Multinational drugmakers are expected to spend at least $1 billion in the near future on setting up production facilities in Russia, in response to government measures aimed at boosting the local industry.

Russian government plans to increase domestic firms’ share of the market from 20% at present to 25% by 2012 and 50% by 2020 include a range of incentives for locally-made products such as faster registration and preferred status in the programme which supplies health care to those on low incomes. Priority for locally-made drugs is also likely to be included the planned universal insurance scheme for prescription drugs, reports Reuters.

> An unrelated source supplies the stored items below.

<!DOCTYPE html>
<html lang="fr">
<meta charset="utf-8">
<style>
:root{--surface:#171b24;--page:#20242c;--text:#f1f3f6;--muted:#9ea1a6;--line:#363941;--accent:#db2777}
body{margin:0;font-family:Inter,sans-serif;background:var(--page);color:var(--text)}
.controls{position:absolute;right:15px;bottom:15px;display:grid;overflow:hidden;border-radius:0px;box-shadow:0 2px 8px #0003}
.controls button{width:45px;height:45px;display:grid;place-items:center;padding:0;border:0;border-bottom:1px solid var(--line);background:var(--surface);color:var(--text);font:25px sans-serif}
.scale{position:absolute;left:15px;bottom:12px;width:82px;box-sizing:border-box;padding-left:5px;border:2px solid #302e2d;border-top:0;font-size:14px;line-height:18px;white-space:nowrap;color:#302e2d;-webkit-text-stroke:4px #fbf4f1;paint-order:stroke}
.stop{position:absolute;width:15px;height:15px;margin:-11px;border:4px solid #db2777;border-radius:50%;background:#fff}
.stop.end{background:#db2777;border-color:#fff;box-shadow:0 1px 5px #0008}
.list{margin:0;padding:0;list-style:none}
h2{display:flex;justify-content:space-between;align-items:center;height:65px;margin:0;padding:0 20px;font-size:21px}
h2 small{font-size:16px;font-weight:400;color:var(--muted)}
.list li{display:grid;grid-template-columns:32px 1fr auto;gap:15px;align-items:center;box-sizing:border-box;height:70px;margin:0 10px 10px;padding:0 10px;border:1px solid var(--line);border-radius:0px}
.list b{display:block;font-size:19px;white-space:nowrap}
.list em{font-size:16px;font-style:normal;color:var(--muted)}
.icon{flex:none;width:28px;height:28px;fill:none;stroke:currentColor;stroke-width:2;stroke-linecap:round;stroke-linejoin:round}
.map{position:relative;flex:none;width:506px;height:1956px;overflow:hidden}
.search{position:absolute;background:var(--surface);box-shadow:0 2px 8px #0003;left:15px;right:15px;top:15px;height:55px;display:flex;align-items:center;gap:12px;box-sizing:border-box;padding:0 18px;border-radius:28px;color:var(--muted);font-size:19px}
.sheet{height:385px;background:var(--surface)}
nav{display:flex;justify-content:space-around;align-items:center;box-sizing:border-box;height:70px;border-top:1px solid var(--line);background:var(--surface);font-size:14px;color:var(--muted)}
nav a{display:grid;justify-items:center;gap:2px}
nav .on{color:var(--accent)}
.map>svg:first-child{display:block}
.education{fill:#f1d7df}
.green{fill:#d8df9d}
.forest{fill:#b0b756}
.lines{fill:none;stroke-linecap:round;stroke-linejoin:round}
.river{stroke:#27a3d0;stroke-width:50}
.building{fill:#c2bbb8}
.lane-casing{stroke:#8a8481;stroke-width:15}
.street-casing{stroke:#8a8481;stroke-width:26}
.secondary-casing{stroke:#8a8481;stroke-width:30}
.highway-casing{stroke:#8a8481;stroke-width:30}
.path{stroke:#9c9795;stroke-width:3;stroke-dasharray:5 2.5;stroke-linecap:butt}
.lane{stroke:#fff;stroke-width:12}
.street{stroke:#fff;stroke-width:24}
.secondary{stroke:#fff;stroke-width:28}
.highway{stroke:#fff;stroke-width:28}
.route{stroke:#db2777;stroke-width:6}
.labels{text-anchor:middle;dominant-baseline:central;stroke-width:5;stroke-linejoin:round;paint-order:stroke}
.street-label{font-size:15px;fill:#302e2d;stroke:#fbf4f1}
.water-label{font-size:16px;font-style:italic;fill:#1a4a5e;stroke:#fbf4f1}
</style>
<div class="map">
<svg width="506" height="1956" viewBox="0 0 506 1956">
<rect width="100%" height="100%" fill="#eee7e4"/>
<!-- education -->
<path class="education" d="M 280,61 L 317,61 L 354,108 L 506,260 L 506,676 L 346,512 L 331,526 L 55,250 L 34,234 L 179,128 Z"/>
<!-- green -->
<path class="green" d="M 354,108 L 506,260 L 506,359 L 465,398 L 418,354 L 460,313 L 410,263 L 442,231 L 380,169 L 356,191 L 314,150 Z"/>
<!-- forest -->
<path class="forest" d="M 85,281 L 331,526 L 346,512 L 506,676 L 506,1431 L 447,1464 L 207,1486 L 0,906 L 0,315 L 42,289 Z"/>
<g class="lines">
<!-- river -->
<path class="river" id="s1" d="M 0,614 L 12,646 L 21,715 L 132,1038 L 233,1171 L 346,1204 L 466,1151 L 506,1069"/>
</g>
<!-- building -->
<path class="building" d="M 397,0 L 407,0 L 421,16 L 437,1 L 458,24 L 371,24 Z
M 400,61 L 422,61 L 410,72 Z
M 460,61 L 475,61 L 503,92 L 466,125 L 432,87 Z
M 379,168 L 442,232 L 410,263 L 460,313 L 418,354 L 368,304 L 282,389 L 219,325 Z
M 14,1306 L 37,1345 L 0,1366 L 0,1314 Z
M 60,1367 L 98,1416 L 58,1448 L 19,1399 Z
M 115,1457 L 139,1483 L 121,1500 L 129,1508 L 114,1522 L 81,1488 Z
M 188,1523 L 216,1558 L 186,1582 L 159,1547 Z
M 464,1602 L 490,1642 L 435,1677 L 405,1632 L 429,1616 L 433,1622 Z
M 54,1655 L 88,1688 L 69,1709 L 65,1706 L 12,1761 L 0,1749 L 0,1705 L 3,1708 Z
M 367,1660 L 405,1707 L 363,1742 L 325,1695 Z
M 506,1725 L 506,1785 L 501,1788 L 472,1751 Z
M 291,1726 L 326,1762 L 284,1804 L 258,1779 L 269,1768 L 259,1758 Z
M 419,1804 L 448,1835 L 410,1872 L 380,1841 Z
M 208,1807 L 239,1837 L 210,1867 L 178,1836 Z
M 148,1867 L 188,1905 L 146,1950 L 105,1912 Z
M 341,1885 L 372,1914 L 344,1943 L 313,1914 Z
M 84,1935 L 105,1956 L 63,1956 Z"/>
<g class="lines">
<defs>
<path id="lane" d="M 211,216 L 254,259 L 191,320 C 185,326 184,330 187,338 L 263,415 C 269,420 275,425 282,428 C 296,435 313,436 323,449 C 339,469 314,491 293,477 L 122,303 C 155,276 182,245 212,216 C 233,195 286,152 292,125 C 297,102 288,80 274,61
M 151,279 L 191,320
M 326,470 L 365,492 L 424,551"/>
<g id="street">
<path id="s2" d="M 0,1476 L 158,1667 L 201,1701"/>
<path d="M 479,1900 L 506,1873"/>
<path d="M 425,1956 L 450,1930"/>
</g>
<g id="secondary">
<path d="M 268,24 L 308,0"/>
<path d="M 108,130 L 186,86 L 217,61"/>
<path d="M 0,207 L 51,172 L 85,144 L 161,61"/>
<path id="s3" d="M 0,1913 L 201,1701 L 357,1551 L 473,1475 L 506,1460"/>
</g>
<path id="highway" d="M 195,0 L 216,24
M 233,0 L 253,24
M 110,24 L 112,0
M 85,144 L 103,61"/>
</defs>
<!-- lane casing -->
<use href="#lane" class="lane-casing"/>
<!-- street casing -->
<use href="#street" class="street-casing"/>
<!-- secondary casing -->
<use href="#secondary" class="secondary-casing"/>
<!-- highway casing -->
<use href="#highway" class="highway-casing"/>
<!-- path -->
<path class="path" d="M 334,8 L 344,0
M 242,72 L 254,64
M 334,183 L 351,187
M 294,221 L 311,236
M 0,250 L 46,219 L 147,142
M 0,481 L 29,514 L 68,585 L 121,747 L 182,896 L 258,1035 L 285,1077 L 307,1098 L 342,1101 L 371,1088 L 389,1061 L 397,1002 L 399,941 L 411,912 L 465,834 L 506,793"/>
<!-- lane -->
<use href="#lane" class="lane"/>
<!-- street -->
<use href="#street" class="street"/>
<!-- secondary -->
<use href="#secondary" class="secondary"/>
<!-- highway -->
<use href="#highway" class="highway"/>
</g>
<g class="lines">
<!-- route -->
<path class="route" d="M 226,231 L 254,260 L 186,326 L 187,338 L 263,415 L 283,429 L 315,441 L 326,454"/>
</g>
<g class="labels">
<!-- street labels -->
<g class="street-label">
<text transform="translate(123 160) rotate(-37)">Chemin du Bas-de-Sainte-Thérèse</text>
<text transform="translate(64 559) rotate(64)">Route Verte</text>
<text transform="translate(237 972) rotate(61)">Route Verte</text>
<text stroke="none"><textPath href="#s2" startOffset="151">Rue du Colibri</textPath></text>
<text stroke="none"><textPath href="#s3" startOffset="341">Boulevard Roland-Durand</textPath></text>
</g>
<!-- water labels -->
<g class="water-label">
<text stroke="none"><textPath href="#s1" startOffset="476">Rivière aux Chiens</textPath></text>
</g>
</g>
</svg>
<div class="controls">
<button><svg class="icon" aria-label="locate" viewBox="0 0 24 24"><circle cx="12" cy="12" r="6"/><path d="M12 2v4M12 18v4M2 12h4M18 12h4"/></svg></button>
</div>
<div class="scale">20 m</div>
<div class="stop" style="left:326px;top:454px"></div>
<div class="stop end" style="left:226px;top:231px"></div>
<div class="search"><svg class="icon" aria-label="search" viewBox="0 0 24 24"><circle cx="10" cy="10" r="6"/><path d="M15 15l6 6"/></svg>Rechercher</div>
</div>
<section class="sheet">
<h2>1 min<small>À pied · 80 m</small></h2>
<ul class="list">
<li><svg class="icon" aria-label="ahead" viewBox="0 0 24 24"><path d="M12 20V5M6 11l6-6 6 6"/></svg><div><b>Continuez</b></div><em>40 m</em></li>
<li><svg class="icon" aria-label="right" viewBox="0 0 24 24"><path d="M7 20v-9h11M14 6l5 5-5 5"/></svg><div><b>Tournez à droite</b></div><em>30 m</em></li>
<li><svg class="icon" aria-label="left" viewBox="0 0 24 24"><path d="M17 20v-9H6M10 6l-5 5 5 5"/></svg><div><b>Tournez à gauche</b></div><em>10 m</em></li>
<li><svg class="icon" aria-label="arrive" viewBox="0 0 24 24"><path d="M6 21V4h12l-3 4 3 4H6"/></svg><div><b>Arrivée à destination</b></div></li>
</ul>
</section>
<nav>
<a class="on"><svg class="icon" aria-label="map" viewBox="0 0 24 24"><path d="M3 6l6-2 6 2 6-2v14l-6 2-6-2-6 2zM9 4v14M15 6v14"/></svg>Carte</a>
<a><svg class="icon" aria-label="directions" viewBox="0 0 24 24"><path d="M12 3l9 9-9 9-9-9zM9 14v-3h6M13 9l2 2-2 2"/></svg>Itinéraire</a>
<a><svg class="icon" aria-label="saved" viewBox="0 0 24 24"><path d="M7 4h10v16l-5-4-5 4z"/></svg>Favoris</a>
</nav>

With growth in the Russian pharmaceutical market set to far outpace that for western nations – market research firm Pharmexpert is expecting sales this year to grow 18% and 12% respectively, in US$ and rouble terms – multinationals which have announced plans to set up or extend manufacturing facilities in Russia, or are considering doing so, include AstraZeneca, GlaxoSmithKline, Novartis, Novo Nordisk, Nycomed, Pfizer, Sanofi-Aventis and Servier, says the report.

Another benefit of producing drugs in Russia is reduced exposure to currency fluctuations, which decreases in line with the number of production stages being carried out in the country, it adds.

Meantime, Russia’s Industry Minister Viktor Khristenko announced at the weekend that efforts to boost local drugmakers’ share of the market will include government investment totalling 120 billion roubles ($4 billion) by 2020, with total investment in the sector reaching 188 billion roubles by the end of the decade.

Mr Khristenko was speaking at Russia’s annual International Economic Forum in St Petersburg, at which India’s Commerce and Industry Minister Anand Sharma said that Indian drugmakers are ready to invest in Russia and are “just waiting” for the Russian government to publish its essential drugs list, after which they will develop their “plan of action.”

Mr Sharma also noted that the two nations are developing a common protocol for drug production plus measures to facilitate the export of Indian-made generic drugs to Russia.

Pharmaceuticals will be a central focus of initiatives aimed at increasing bilateral trade between Russia and India from around $8 billion at present to $20 billion by 2015, which will include setting up a Comprehensive Economic Partnership Agreement to encourage trade and investments, officials said at the Forum.

- By 2010, the Russian pharmaceutical market should be worth at least $60 billion, and could rise as high as $90 billion if the universal health insurance system is launched, according to Pharmexpert.